Highlands and Islands pensioners could lose £11,000 if they miss out on a major deadline for Pension Credit, warns Age Scotland
Age Scotland has urged couples in the Highlands and Islands not to miss out on up to £11,000 before a major deadline for Pension Credit next week.
New rules mean that “mixed age couples”, where one partner is working age, will no longer be eligible for the benefit after August 13.
This means hundreds of poorest pensioners across the Highlands and Islands could miss out on much-needed extra income. Four in 10 of those entitled to it have not applied, often because they find the process confusing or feel too proud to claim it.
They also miss out on associated benefits, which will include a free TV licence from next year if one partner is aged 75 and older.
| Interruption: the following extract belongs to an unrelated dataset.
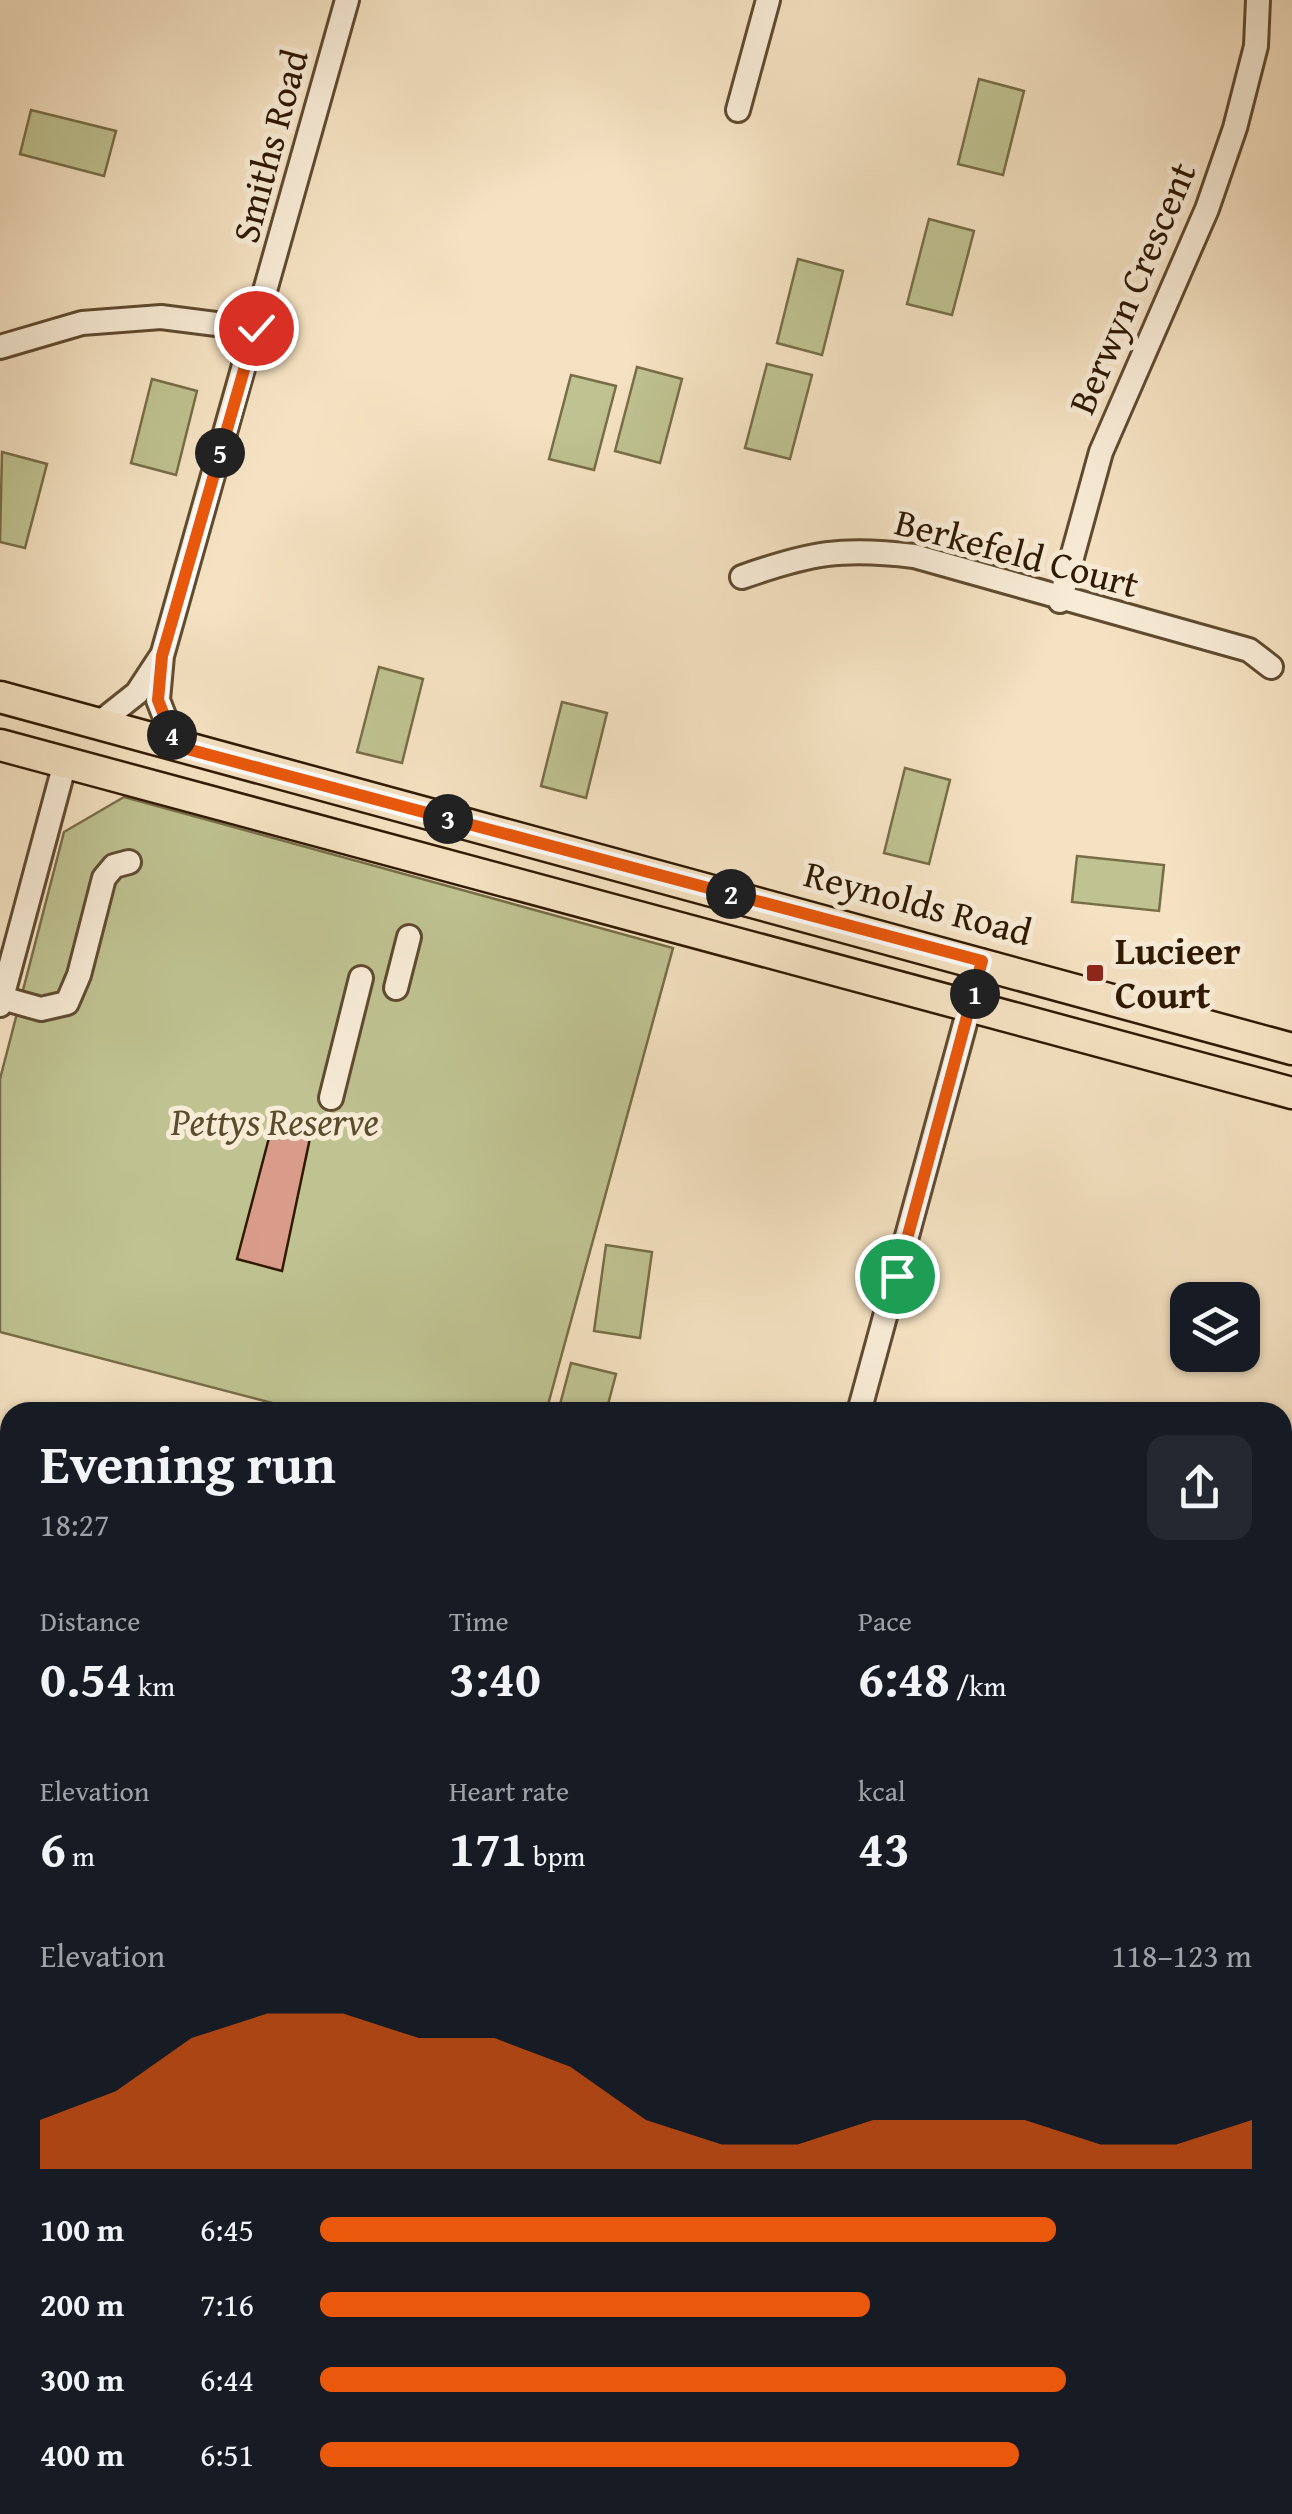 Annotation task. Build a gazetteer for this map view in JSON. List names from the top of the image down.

An estimated 6842 households in the Highlands and Islands do not claim Pension Credit, losing £17.6 million per year (according to Independent Age).
Age Scotland’s Director of Charity Services, Michelle Supple said that they believe this change is deeply unfair and will hit the poorest pensioners hardest. Older people who are already struggling to get by could miss out on thousands of pounds, simply because their partner is younger. Adding insult to injury, if one partner is aged 75 or over, this means they will not be eligible for a free TV licence from next year.
Supple said it’s shocking that four in 10 pensioners in the Highlands and Islands are already missing out on this extra support, either because they’re not aware of it, find the process confusing, or are too proud to claim it. Now many of them will have to get their claim in by the August 13 deadline or lose the money completely.
They have worked hard and contributed all their lives, and shouldn’t have to spend their later years worrying about how to pay the next bill. They would urge everyone who thinks they might be eligible to call the Helpline advisers as soon as possible for a free benefits check, she said.
The Scottish Government estimates that 3800 couples across Scotland will be affected by the “age gap tax” over the next four years. However couples who claim before the deadline will continue to receive the benefit, unless their circumstances change.
Age Scotland’s figures show that an average couple in the Highlands could receive an estimated £10,955 in Pension Credit, Housing Benefit and other associated benefits if they apply before the deadline.
However if they miss out, they would have to apply for Universal Credit instead. Even if they are eligible, this could leave them almost £7000 a year worse off.